[PLUG-TALK] Liberal vs Conservative?

Jeme A Brelin jeme at brelin.net
Fri Mar 29 01:51:31 UTC 2002


On Thu, 28 Mar 2002, Dylan Reinhardt wrote:
> What, for example, is the "Conservative" position on the drug war?  
> Market conservatives (at least the honest ones) see government
> interfering in commerce on the basis of misguided moralism.

Right.  "Market conservatives" claim moral neutrality.  This allows them
to dismiss human rights and dignity as being irrelevant to their work even
though these people support systems that foster the destruction of both.

> Social conservatives see vice and evil and want government to act to
> put a stop to it.

Right.  "Social conservatives" are all about enacting their current value
systems as permanent regulation.

> And Liberals?  Well, who the heck knows what they think about the drug
> war...

So, did your degree only cover "conservatives"?

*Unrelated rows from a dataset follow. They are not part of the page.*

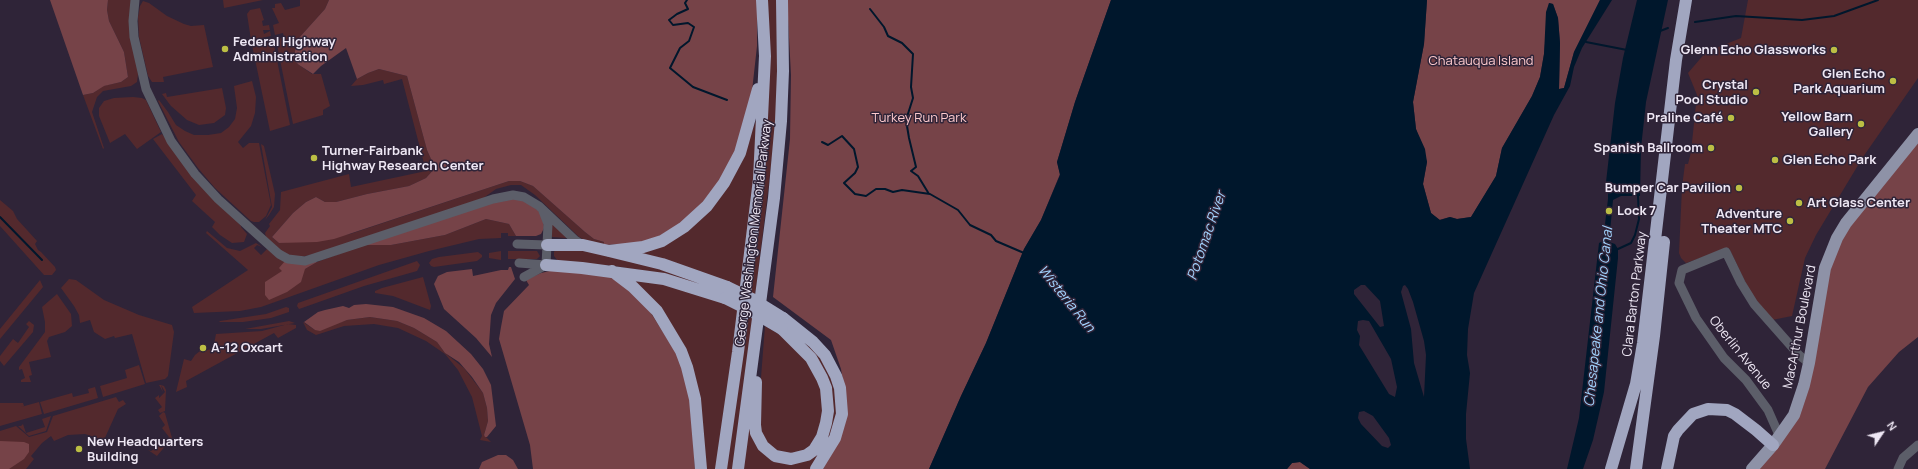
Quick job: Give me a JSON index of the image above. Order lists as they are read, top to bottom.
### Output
{
  "streets": {
    "highway": ["George Washington Memorial Parkway", "Clara Barton Parkway"],
    "main road": ["MacArthur Boulevard"],
    "street": ["Oberlin Avenue"]
  },
  "crossings": [
    ["MacArthur Boulevard", "Oberlin Avenue"]
  ],
  "water": ["Potomac River", "Wisteria Run", "Chesapeake and Ohio Canal"],
  "parks": ["Chatauqua Island", "Turkey Run Park"],
  "places": [
    "Federal Highway Administration",
    "Glenn Echo Glassworks",
    "Glen Echo Park Aquarium",
    "Crystal Pool Studio",
    "Praline Café",
    "Yellow Barn Gallery",
    "Spanish Ballroom",
    "Turner-Fairbank Highway Research Center",
    "Glen Echo Park",
    "Bumper Car Pavilion",
    "Art Glass Center",
    "Lock 7",
    "Adventure Theater MTC",
    "A-12 Oxcart",
    "New Headquarters Building"
  ],
  "north": "top right"
}
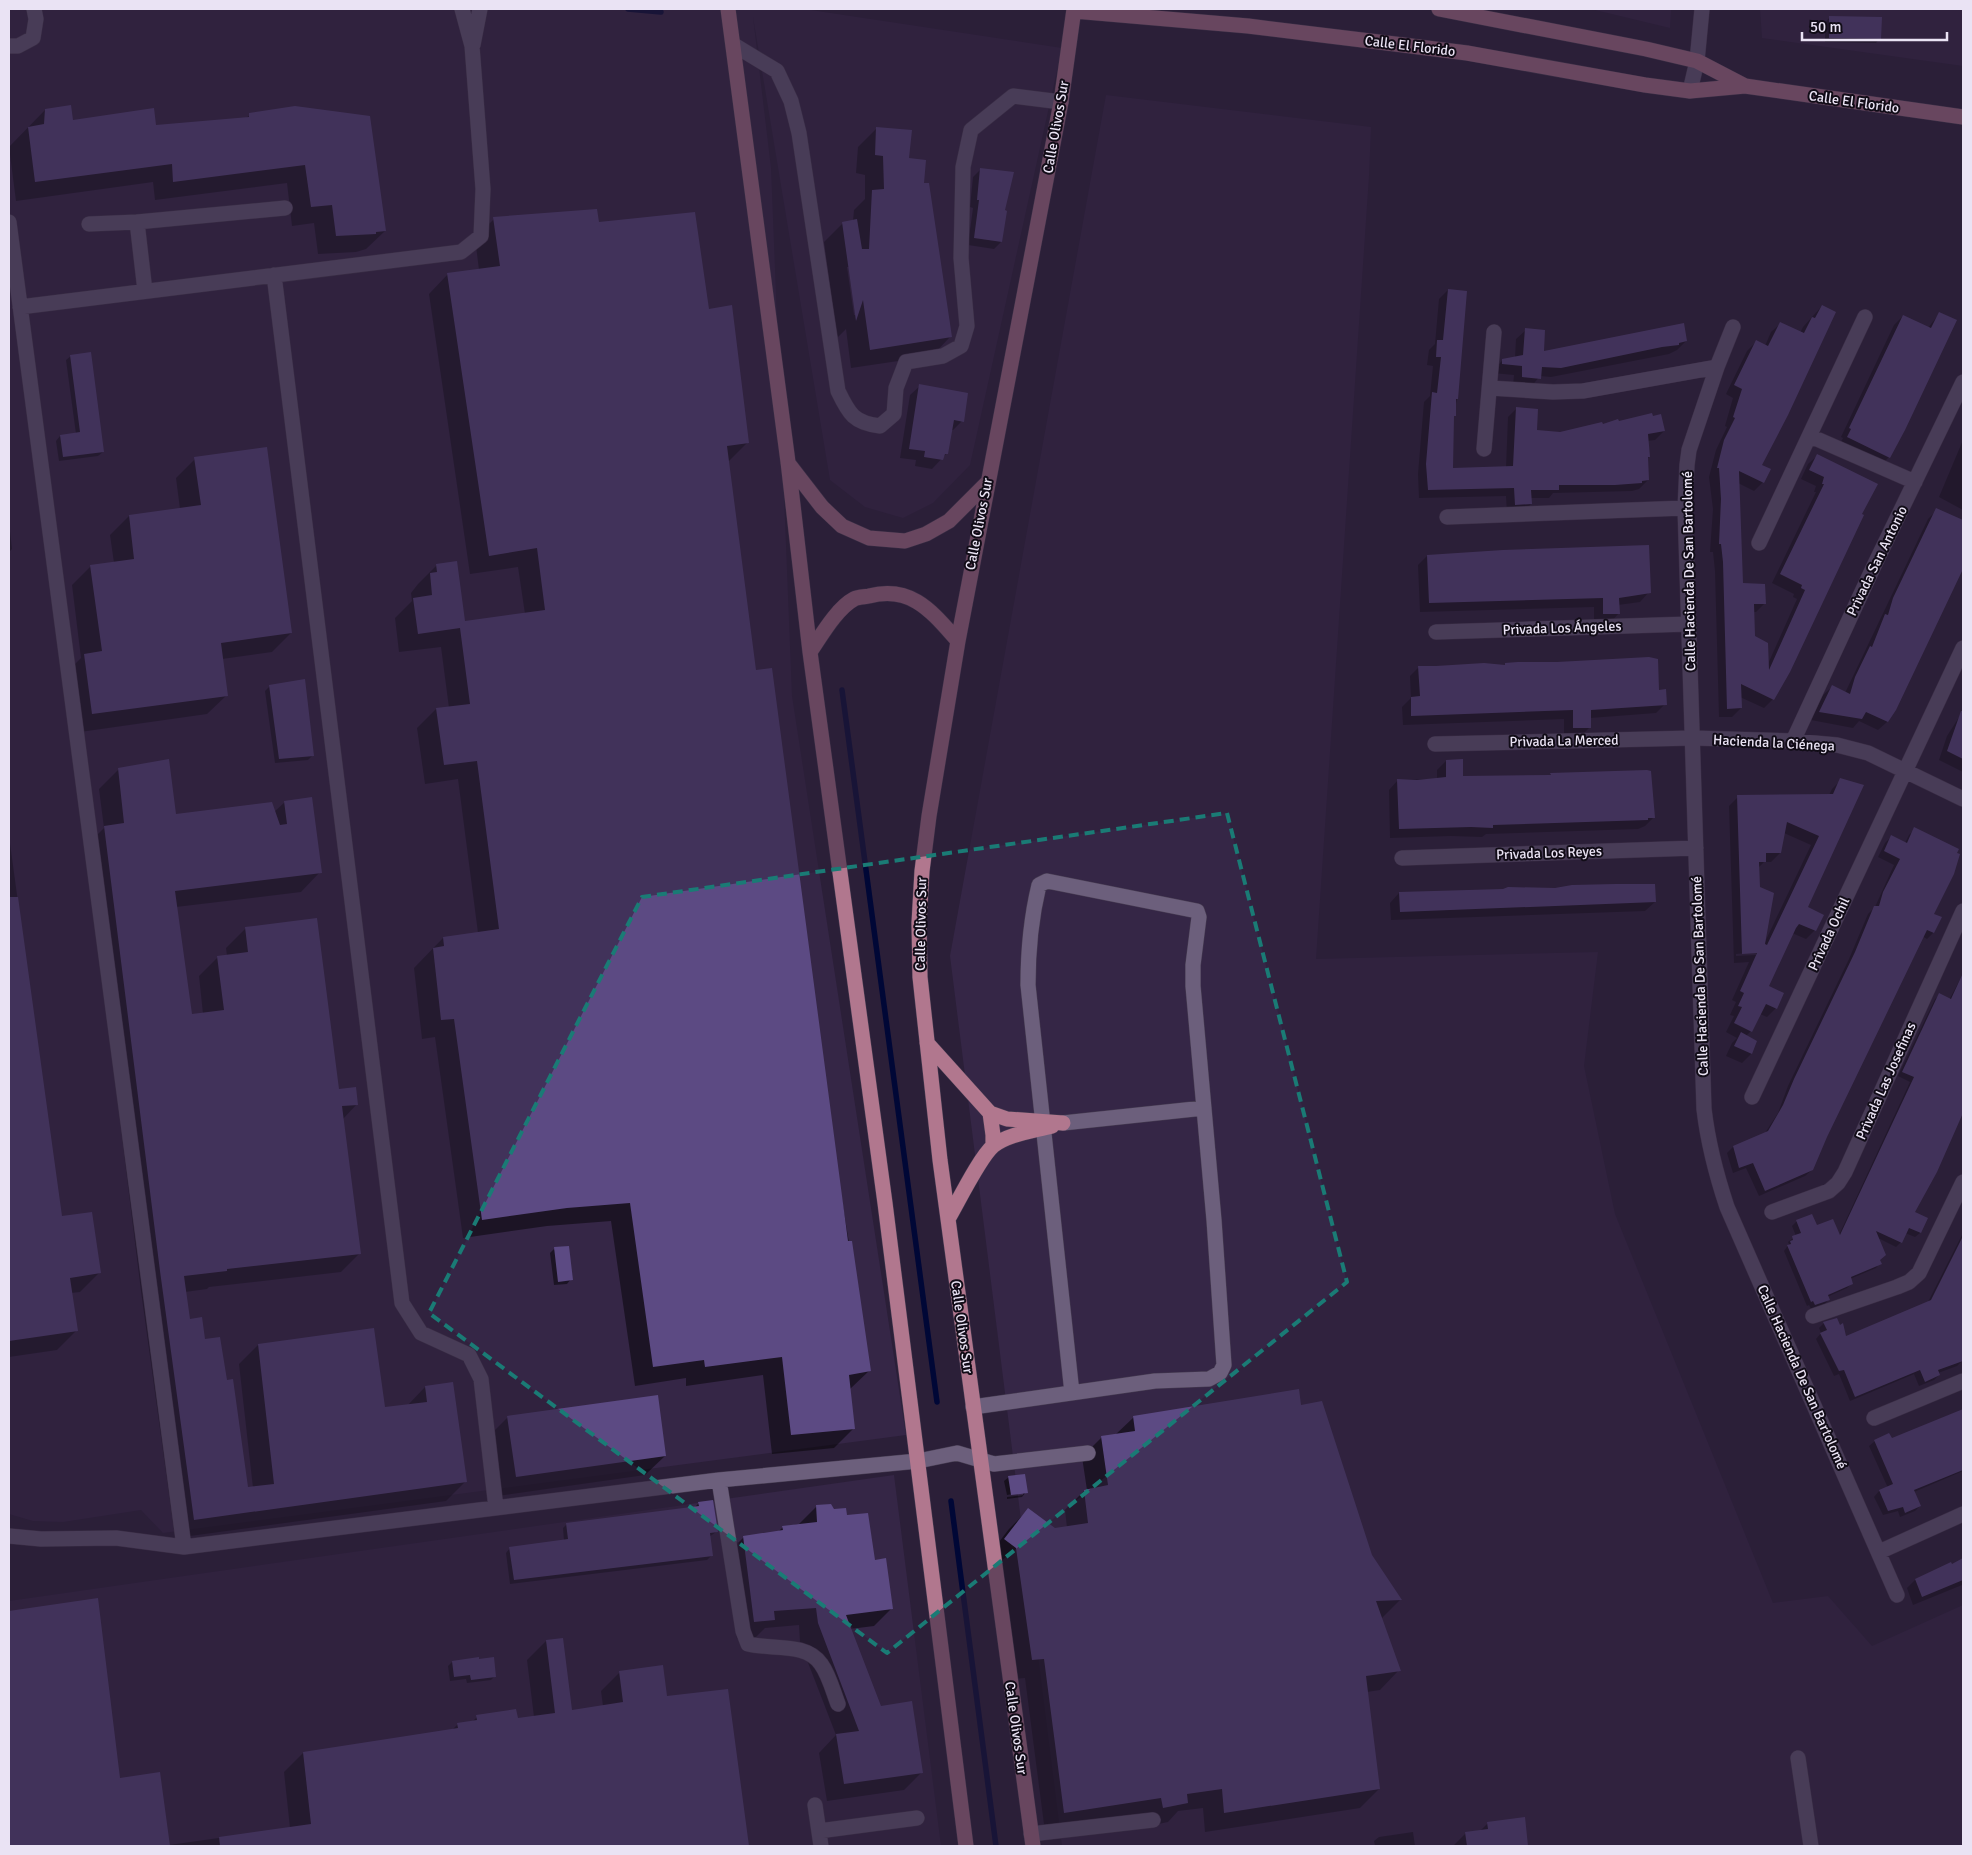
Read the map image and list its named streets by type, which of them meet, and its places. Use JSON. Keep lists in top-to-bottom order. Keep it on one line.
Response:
{"streets":{"main road":["Calle El Florido","Calle Olivos Sur"],"street":["Privada San Antonio","Calle Hacienda De San Bartolomé","Privada Los Ángeles","Privada La Merced","Hacienda la Ciénega","Privada Los Reyes","Privada Ochil","Privada Las Josefinas"]},"crossings":[["Calle El Florido","Calle Olivos Sur"],["Privada San Antonio","Hacienda la Ciénega"],["Calle Hacienda De San Bartolomé","Privada Los Ángeles"],["Calle Hacienda De San Bartolomé","Privada La Merced"],["Calle Hacienda De San Bartolomé","Hacienda la Ciénega"],["Calle Hacienda De San Bartolomé","Privada Los Reyes"],["Privada La Merced","Hacienda la Ciénega"],["Hacienda la Ciénega","Privada Ochil"]],"scale_bar":"50 m"}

I think it's fairly safe to say that there are folks who self-identify as
"liberals" who believe all kinds of different things about the drug war.  
Personally, I've never met one that supported it, but that's not to say
they're not out there.  It takes all kinds.

> as far as I can tell, they're simply content to thank their personal
> higher power that it didn't get rolling until after most of them
> graduated from college.  Besides, it has nothing to do with choice,
> which is the only issue Liberals agree about anyway.

Wow, but you haven't stereotyped anyone or anything.

> While on the subject, I read an essay recently that plug-talk'ers
> might enjoy... it's a fun rant on why the three major branches of
> American political thought all suck.  
> (http://www.scalzi.com/w020322.htm).

I referenced H.G. Wells' The New Machiavelli earlier.

He gives a very good description of what he says are the three inevitable
political groups.  They're not too different from what is written here,
but he writes with a much more measured and compassionate show of deep
understanding than the above article could possibly muster.

His statement on "the liberals", for example, shows that they are weak by
design, not by a failure within their ranks.  They are necessarily the
group of the disenfranchised and the under-represented.  As soon as they
gain power, they cease to be liberal because they are no longer
disenfranchised... they are the establishment.

Wells gives a much more complete description of why these names change in
meaning every few years by showing that they don't apply to a set of
ideologies, but to a social role that is often met by folks with different
views.

If you want to see what an intelligent, unbiased view on this subject
looks like, read Wells' The New Machiavelli.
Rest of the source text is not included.